Saved data entries:
BEGIN

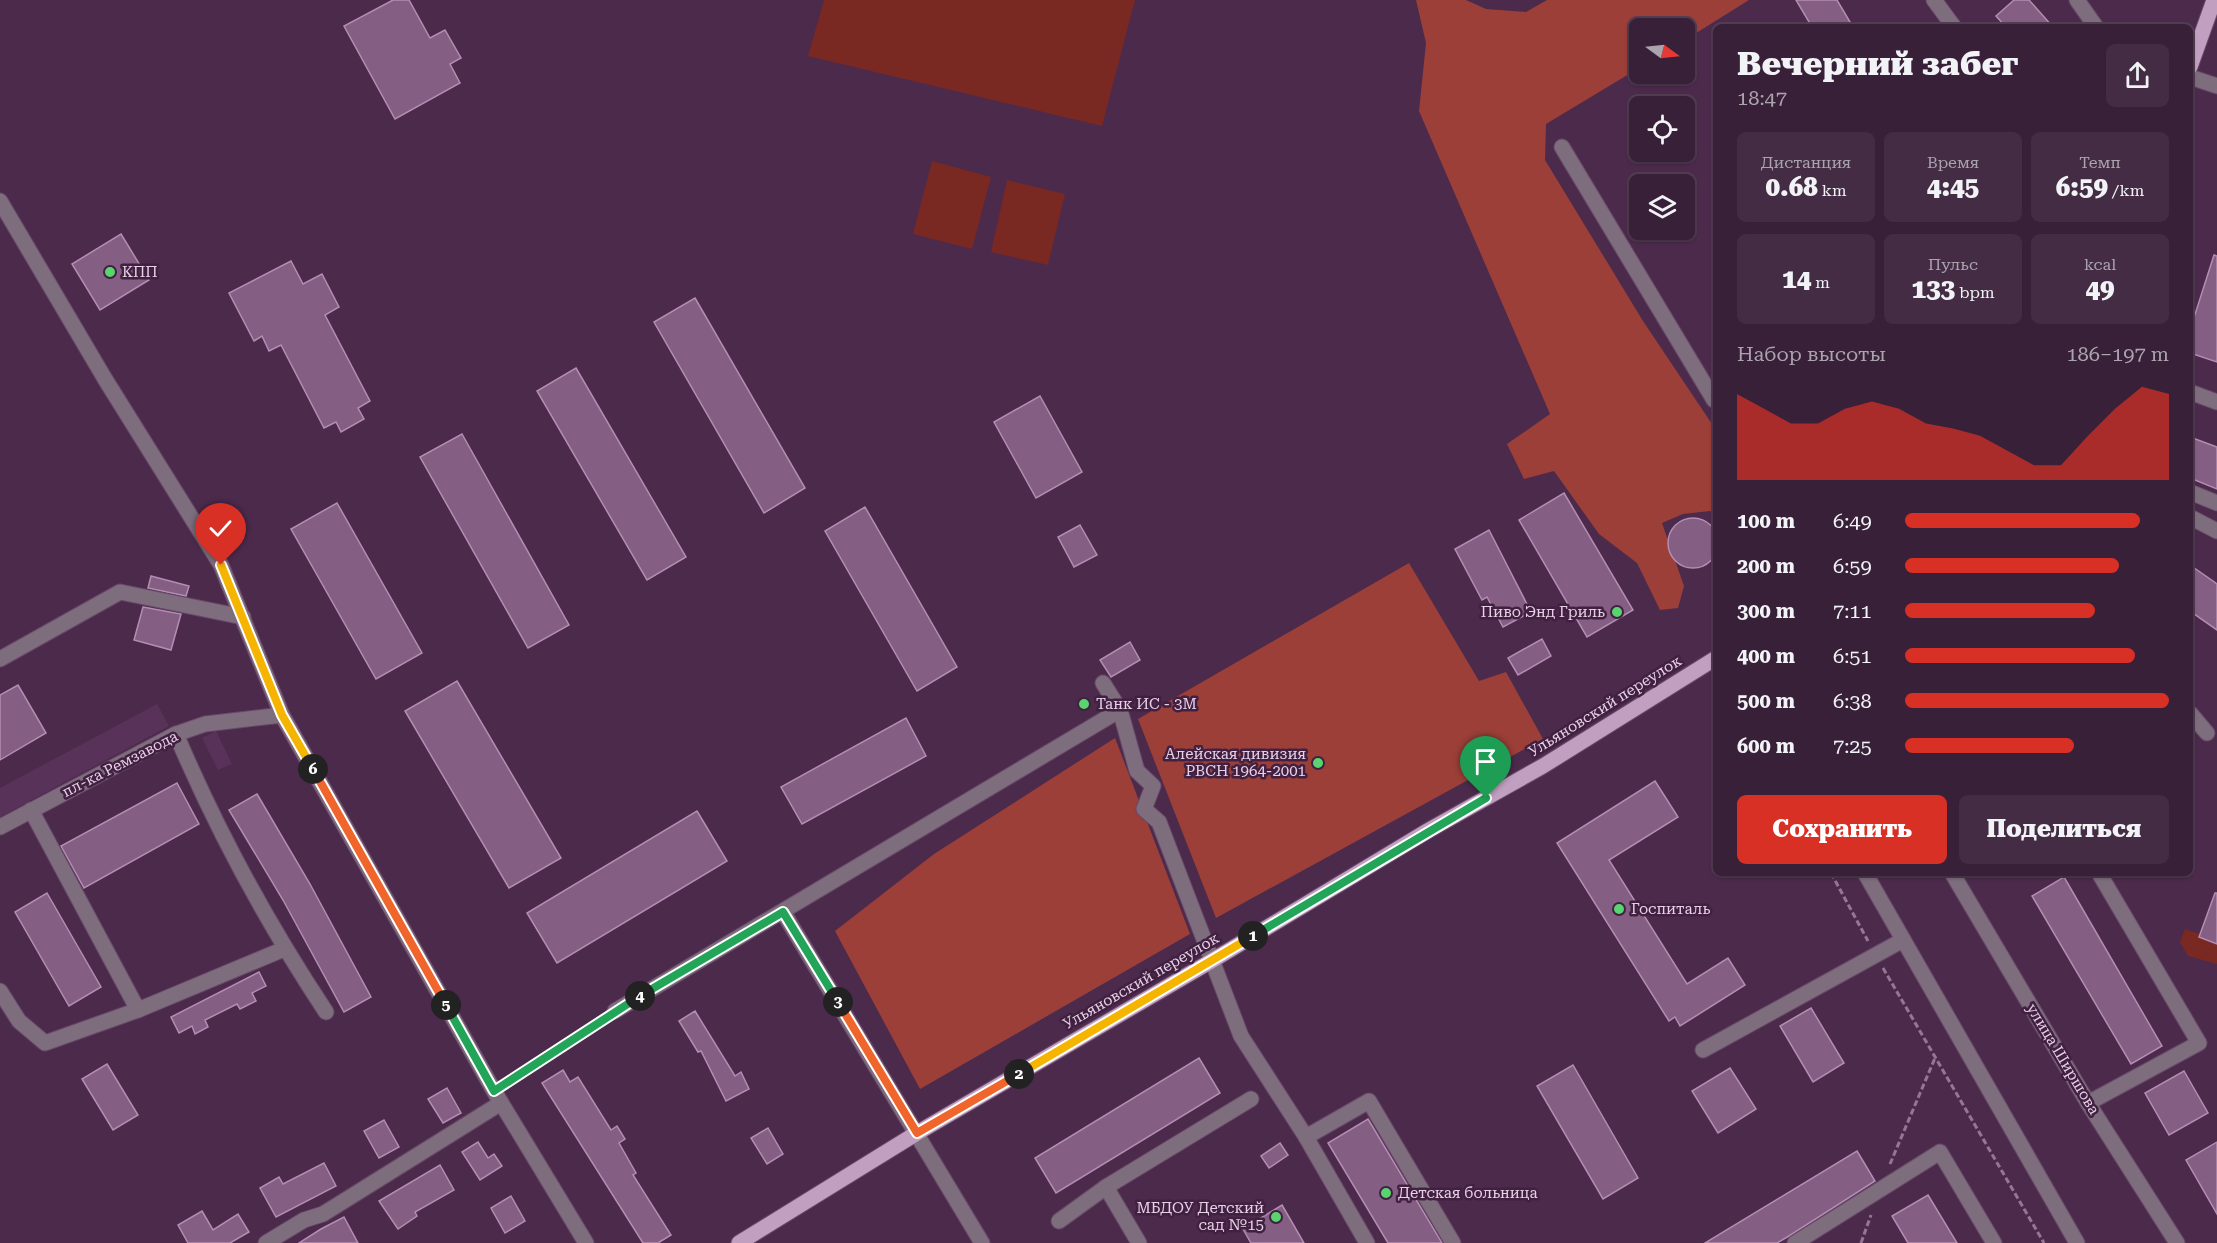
<!DOCTYPE html>
<html lang="ru">
<head>
<meta charset="utf-8">
<style>
	body { margin:0; font-family:"Roboto Serif",serif; background:#442d44; color:#f1f3f6; height:100vh; display:flex; flex-direction:column; font-size:22px; white-space:nowrap }
	* { box-sizing:border-box; margin:0 }
	p { font-size:20px; color:#aba3ae }
	.icon { flex:none; width:33px; height:33px; fill:none; stroke:currentColor; stroke-width:2; stroke-linecap:round; stroke-linejoin:round }
	.map { position:relative; flex:1; overflow:hidden }
	.details { position:absolute; left:1713px; top:24px; width:480px; height:852px; display:flex; flex-direction:column; background:#392039; border-radius:9px; box-shadow:0 2px 4px #0004,0 0 0 2px #533e53 }
	.details>* { flex:none }
	.needle { width:39px; rotate:105deg }
	.buttons { position:absolute; left:1629px; top:18px; display:grid; gap:12px }
	.buttons a { display:grid; place-items:center; width:66px; height:66px; border-radius:9px; background:#392039; box-shadow:0 2px 4px #0004,0 0 0 2px #533e53; font-size:30px }
	.pin { position:absolute; display:grid; place-items:center; width:51px; height:51px; color:#fff; margin:-62px -26px; border-radius:50% 50% 50% 0; rotate:-45deg; box-shadow:0 0 6px #0007 }
	.pin .icon { rotate:45deg }
	.km { position:absolute; width:30px; height:30px; margin:-15px; border-radius:50%; background:#222; color:#fff; font-size:16px; line-height:30px; text-align:center }
	.round { display:grid; place-items:center; flex:none; width:63px; height:63px; border-radius:9px; background:#442d44 }
	.headline { display:flex; align-items:center; justify-content:space-between; height:102px; padding:0 24px }
	h1 { font-size:33px; font-weight:800; line-height:45px }
	.figures { display:grid; grid-template-columns:repeat(3,1fr); gap:9px; height:102px; padding:6px 24px }
	.figures div { display:grid; align-content:center; border-radius:9px; background:#442d44; text-align:center }
	.figures b { font-size:26px; font-weight:800 }
	.figures small { font-size:16px; font-weight:400 }
	.figures p { font-size:16px }
	.chart { height:168px; padding:12px 24px }
	.chart p { display:flex; justify-content:space-between }
	.chart svg { width:100%; height:108px; margin-top:6px; fill:#d93025; opacity:.7 }
	.primary-button { display:flex; gap:12px; margin-top:auto; padding:12px 24px }
	.primary-button a { flex:1; height:69px; border-radius:9px; background:#d93025; color:#fff; font-size:24px; font-weight:800; line-height:69px; text-align:center }
	.primary-button a+a { background:#442d44; color:#f1f3f6 }
	ul { padding:0 24px; list-style:none; font-size:20px }
	li { display:grid; grid-template-columns:96px 72px 1fr; align-items:center; height:45px }
	li i { height:15px; border-radius:8px; background:#d93025 }
	.map>svg:first-child { display:block }
</style>
</head>
<body>
<div class="map">
<svg width="2217" height="1243" viewBox="0 0 2217 1243">
	<rect width="100%" height="100%" fill="#4c2a4c"/>
	<g fill="#593259">
		<polygon points="157,704 169,726 0,817 0,788"/>
		<polygon points="216,731 232,764 218,770 202,738"/>
	</g>
	<g fill="#7a2822">
		<polygon points="824,0 1135,0 1102,126 808,56"/>
		<polygon points="932,161 991,177 972,249 913,234"/>
		<polygon points="1007,180 1065,194 1048,265 991,252"/>
		<polygon points="2185,929 2217,940 2217,964 2188,956 2180,942"/>
	</g>
	<g fill="#9b3f38">
		<polygon points="1416,0 1466,0 1486,9 1526,12 1547,0 1749,0 1685,40 1684,28 1640,28 1639,68 1546,124 1545,160 1643,321 1716,430 1716,517 1710,511 1683,514 1662,523 1684,586 1678,608 1660,610 1637,563 1599,534 1554,471 1524,479 1507,444 1550,414 1419,111 1426,43"/>
		<polygon points="1409,563 1479,681 1506,672 1543,739 1216,918 1138,719"/>
		<polygon points="1115,738 1190,934 920,1089 835,931 934,854"/>
	</g>
	<g fill="#845e83" stroke="#b58db4" stroke-width="1.5">
		<polygon points="393,0 409,0 430,38 445,30 461,58 450,64 460,83 395,119 344,26"/>
		<polygon points="1796,0 1837,0 1853,27 1812,27"/>
		<polygon points="2014,0 2029,0 2053,27 2006,27 1996,16"/>
		<polygon points="121,234 149,280 100,310 72,264"/>
		<polygon points="2214,255 2217,256 2217,362 2190,353 2190,330"/>
		<polygon points="291,261 303,284 322,274 339,307 325,315 370,401 358,408 364,419 341,432 336,422 324,428 281,345 269,351 262,336 254,341 229,293"/>
		<polygon points="695,298 805,488 764,513 654,322"/>
		<polygon points="576,368 686,557 647,580 537,391"/>
		<polygon points="1040,396 1082,472 1036,498 994,422"/>
		<polygon points="462,434 569,625 528,648 420,457"/>
		<polygon points="2190,437 2217,447 2217,489 2190,478"/>
		<polygon points="1564,493 1633,610 1587,637 1519,520"/>
		<polygon points="337,503 422,653 376,679 291,529"/>
		<polygon points="865,507 957,667 917,691 825,531"/>
		<circle cx="1693" cy="543" r="25"/>
		<polygon points="1080,525 1097,555 1074,567 1058,537"/>
		<polygon points="1489,530 1531,612 1503,627 1487,597 1482,600 1455,549"/>
		<polygon points="2190,565 2217,584 2217,630 2190,611"/>
		<polygon points="151,576 189,586 186,596 148,588"/>
		<polygon points="143,607 181,614 171,650 134,640"/>
		<polygon points="1542,639 1551,656 1518,675 1508,658"/>
		<polygon points="1130,642 1140,660 1111,677 1100,660"/>
		<polygon points="457,681 561,858 509,888 405,711"/>
		<polygon points="18,685 46,733 0,760 0,695"/>
		<polygon points="906,718 926,756 802,824 781,787"/>
		<polygon points="1655,781 1678,817 1609,860 1687,984 1728,958 1745,985 1680,1026 1675,1017 1669,1021 1557,843"/>
		<polygon points="177,783 199,824 84,888 61,846"/>
		<polygon points="257,794 310,884 371,997 344,1012 283,900 229,810"/>
		<polygon points="697,811 727,861 557,963 527,913"/>
		<polygon points="2064,877 2162,1046 2131,1064 2032,896"/>
		<polygon points="47,893 101,987 69,1006 15,912"/>
		<polygon points="2215,893 2217,893 2217,944 2199,937"/>
		<polygon points="259,972 266,986 252,993 256,1001 240,1009 237,1004 205,1020 208,1027 195,1034 192,1026 179,1033 171,1017"/>
		<polygon points="1811,1008 1844,1063 1813,1082 1780,1026"/>
		<polygon points="695,1011 735,1076 741,1072 749,1089 726,1101 701,1051 698,1052 679,1021"/>
		<polygon points="1199,1058 1220,1093 1056,1193 1035,1158"/>
		<polygon points="107,1064 138,1115 113,1130 82,1079"/>
		<polygon points="1573,1065 1638,1178 1603,1199 1537,1086"/>
		<polygon points="1730,1068 1756,1109 1718,1133 1692,1091"/>
		<polygon points="563,1070 570,1082 578,1077 611,1130 617,1126 625,1139 619,1143 636,1173 633,1175 671,1235 658,1243 643,1243 542,1083"/>
		<polygon points="2184,1071 2208,1113 2169,1135 2145,1093"/>
		<polygon points="447,1088 461,1113 443,1123 428,1099"/>
		<polygon points="1368,1119 1442,1243 1388,1243 1328,1143"/>
		<polygon points="384,1120 399,1147 379,1158 364,1131"/>
		<polygon points="768,1128 783,1154 767,1164 751,1138"/>
		<polygon points="478,1142 488,1158 494,1154 502,1166 480,1180 462,1152"/>
		<polygon points="2217,1142 2217,1214 2186,1160"/>
		<polygon points="1280,1143 1288,1155 1269,1168 1261,1156"/>
		<polygon points="1857,1151 1875,1181 1789,1236 1777,1243 1705,1243"/>
		<polygon points="324,1163 336,1186 276,1217 260,1188 279,1177 283,1184"/>
		<polygon points="440,1165 454,1190 415,1212 417,1216 398,1229 379,1201"/>
		<polygon points="1928,1195 1957,1243 1908,1243 1892,1216"/>
		<polygon points="511,1196 525,1221 505,1233 491,1208"/>
		<polygon points="1282,1205 1304,1243 1251,1243 1243,1229"/>
		<polygon points="202,1211 213,1230 238,1214 249,1232 230,1243 188,1243 178,1225"/>
		<polygon points="344,1217 358,1243 299,1243 321,1229"/>
	</g>
	<g fill="none" stroke-linecap="round" stroke-linejoin="round">
		<defs>
			<g id="minor">
				<polyline points="1934,0 1954,27"/>
				<polyline points="2077,0 2096,27"/>
				<polyline points="2190,77 2217,86"/>
				<polyline points="1562,147 1714,400"/>
				<polyline points="0,201 105,379 221,565 282,715 494,1091 586,1243"/>
				<polyline points="2190,392 2217,402"/>
				<polyline points="2190,492 2217,503"/>
				<polyline points="2190,517 2217,531"/>
				<polyline points="0,659 120,592 243,617"/>
				<polyline points="1103,683 1120,710 1137,771 1153,786 1144,809 1159,822 1241,1036 1306,1137 1367,1243"/>
				<polyline points="2190,713 2207,733"/>
				<path d="M176,734C218,833 267,923 326,1012"/>
				<polyline points="0,827 176,734 205,724 282,715"/>
				<polyline points="1865,873 2077,1243"/>
				<polyline points="1952,873 2088,1103 2177,1243"/>
				<polyline points="783,912 982,1243"/>
				<polyline points="0,991 19,1021 45,1043 138,1010 31,810"/>
				<polyline points="138,1010 284,949"/>
				<polyline points="615,1011 1120,710"/>
				<polyline points="1703,1050 1903,940"/>
				<polyline points="2088,1103 2199,1043 2099,873"/>
				<polyline points="1306,1137 1369,1101 1453,1243"/>
				<polyline points="1106,1187 1139,1243"/>
				<polyline points="1059,1221 1106,1187 1251,1099"/>
				<polyline points="266,1243 304,1220 323,1214 501,1103"/>
				<polyline points="1795,1243 1940,1152 1994,1243"/>
			</g>
			<g id="major">
				<polyline points="2190,67 2214,0"/>
				<polyline points="739,1243 917,1133 1213,960 1429,830 1543,766 1716,658"/>
			</g>
		</defs>
		<use href="#minor" stroke="#684868" stroke-width="17"/>
		<use href="#major" stroke="#684868" stroke-width="17"/>
		<g stroke="#947893" stroke-width="3" stroke-dasharray="6 3" stroke-linecap="butt">
			<polyline points="1831,873 1868,941"/>
			<polyline points="1883,968 2044,1243"/>
			<polyline points="506,1083 603,1019"/>
			<polyline points="1890,1164 1935,1058"/>
			<polyline points="1861,1243 1871,1215"/>
		</g>
		<use href="#minor" stroke="#7e6d7d" stroke-width="15"/>
		<use href="#major" stroke="#c19fc0" stroke-width="15"/>
	</g>
	<g fill="none" stroke-linecap="round" stroke-linejoin="round">
		<defs>
			<polyline id="split-1" points="1253,936 1486,798"/>
			<polyline id="split-2" points="1019,1074 1253,936"/>
			<polyline id="split-3" points="838,1002 917,1133 1019,1074"/>
			<polyline id="split-4" points="640,996 783,912 838,1002"/>
			<polyline id="split-5" points="446,1005 494,1091 640,996"/>
			<polyline id="split-6" points="313,769 446,1005"/>
			<polyline id="split-7" points="221,565 282,715 313,769"/>
		</defs>
		<use href="#split-1" stroke="#fff" stroke-width="12"/>
		<use href="#split-2" stroke="#fff" stroke-width="12"/>
		<use href="#split-3" stroke="#fff" stroke-width="12"/>
		<use href="#split-4" stroke="#fff" stroke-width="12"/>
		<use href="#split-5" stroke="#fff" stroke-width="12"/>
		<use href="#split-6" stroke="#fff" stroke-width="12"/>
		<use href="#split-7" stroke="#fff" stroke-width="12"/>
		<use href="#split-1" stroke="#22a559" stroke-width="8"/>
		<use href="#split-2" stroke="#f5b400" stroke-width="8"/>
		<use href="#split-3" stroke="#f0652b" stroke-width="8"/>
		<use href="#split-4" stroke="#22a559" stroke-width="8"/>
		<use href="#split-5" stroke="#22a559" stroke-width="8"/>
		<use href="#split-6" stroke="#f0652b" stroke-width="8"/>
		<use href="#split-7" stroke="#f5b400" stroke-width="8"/>
	</g>
	<g fill="#58d56f" stroke="#412041" stroke-width="2">
		<circle cx="110" cy="272" r="6"/>
		<circle cx="1617" cy="612" r="6"/>
		<circle cx="1084" cy="704" r="6"/>
		<circle cx="1318" cy="763" r="6"/>
		<circle cx="1619" cy="909" r="6"/>
		<circle cx="1386" cy="1193" r="6"/>
		<circle cx="1276" cy="1217" r="6"/>
	</g>
	<g text-anchor="middle" stroke-width="5" stroke-linejoin="round" paint-order="stroke">
		<g font-size="15" fill="#e6d1e5" stroke="#412041" text-anchor="start">
			<text x="122" y="277">КПП</text>
			<text x="1605" y="617" text-anchor="end">Пиво Энд Гриль</text>
			<text x="1096" y="709">Танк ИС - 3М</text>
			<text x="1306" y="759" text-anchor="end">Алейская дивизия<tspan x="1306" dy="17">РВСН 1964-2001</tspan></text>
			<text x="1631" y="914">Госпиталь</text>
			<text x="1398" y="1198">Детская больница</text>
			<text x="1264" y="1213" text-anchor="end">МБДОУ Детский<tspan x="1264" dy="17">сад №15</tspan></text>
		</g>
		<g font-size="15" fill="#e6d1e5" stroke="#412041">
			<text transform="translate(1605 706) rotate(-32)" y="5">Ульяновский переулок</text>
			<text transform="translate(120 764) rotate(-27)" y="5">пл-ка Ремзавода</text>
			<text transform="translate(1141 981) rotate(-30)" y="5">Ульяновский переулок</text>
			<text transform="translate(2063 1059) rotate(59)" y="5">улица Ширшова</text>
		</g>
	</g>
</svg>
<div class="buttons">
<a><svg class="needle" viewBox="-14 -14 28 28"><path d="M0-13l5 13h-10z" fill="#e53935"/><path d="M0 13l5-13h-10z" fill="#aba3ae"/></svg></a>
<a><svg class="icon" aria-label="locate" viewBox="0 0 24 24"><circle cx="12" cy="12" r="6"/><path d="M12 2v4M12 18v4M2 12h4M18 12h4"/></svg></a>
<a><svg class="icon" aria-label="layers" viewBox="0 0 24 24"><path d="M12 4l9 5-9 5-9-5zM3 14l9 5 9-5"/></svg></a>
</div>
<div class="pin" style="left:1486px;top:798px;background:#1e9e55"><svg class="icon" aria-label="arrive" viewBox="0 0 24 24"><path d="M6 21V4h12l-3 4 3 4H6"/></svg></div>
<div class="pin" style="left:221px;top:565px;background:#d93025"><svg class="icon" aria-label="check" viewBox="0 0 24 24"><path d="M5 12l5 5 9-10"/></svg></div>
<b class="km" style="left:1253px;top:936px">1</b>
<b class="km" style="left:1019px;top:1074px">2</b>
<b class="km" style="left:838px;top:1002px">3</b>
<b class="km" style="left:640px;top:996px">4</b>
<b class="km" style="left:446px;top:1005px">5</b>
<b class="km" style="left:313px;top:769px">6</b>
<section class="details">
<div class="headline"><div><h1>Вечерний забег</h1><p>18:47</p></div><a class="round"><svg class="icon" aria-label="share" viewBox="0 0 24 24"><path d="M12 15V3M7 8l5-5 5 5M5 13v7h14v-7"/></svg></a></div>
<div class="figures">
<div><p>Дистанция</p><b>0.68<small> km</small></b></div>
<div><p>Время</p><b>4:45</b></div>
<div><p>Темп</p><b>6:59<small> /km</small></b></div>
</div>
<div class="figures">
<div><b>14<small> m</small></b></div>
<div><p>Пульс</p><b>133<small> bpm</small></b></div>
<div><p>kcal</p><b>49</b></div>
</div>
<div class="chart"><p><span>Набор высоты</span>186–197 m</p>
<svg viewBox="0 0 160 44" preserveAspectRatio="none"><path d="M0 44V9L10 15L20 21L30 21L40 15L50 12L60 15L70 21L80 23L90 26L100 32L110 38L120 38L130 26L140 15L150 6L160 9V44z"/></svg>
</div>
<ul>
<li><b>100 m</b>6:49<i style="width:89%"></i></li>
<li><b>200 m</b>6:59<i style="width:81%"></i></li>
<li><b>300 m</b>7:11<i style="width:72%"></i></li>
<li><b>400 m</b>6:51<i style="width:87%"></i></li>
<li><b>500 m</b>6:38<i style="width:100%"></i></li>
<li><b>600 m</b>7:25<i style="width:64%"></i></li>
</ul>
<div class="primary-button"><a>Сохранить</a><a>Поделиться</a></div>
</section>
</div>
</body>
</html>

END

Your task is to copy each line of the entries that includes the word "body".

SOLUTION TO THIS TASK
	body { margin:0; font-family:"Roboto Serif",serif; background:#442d44; color:#f1f3f6; height:100vh; display:flex; flex-direction:column; font-size:22px; white-space:nowrap }
<body>
</body>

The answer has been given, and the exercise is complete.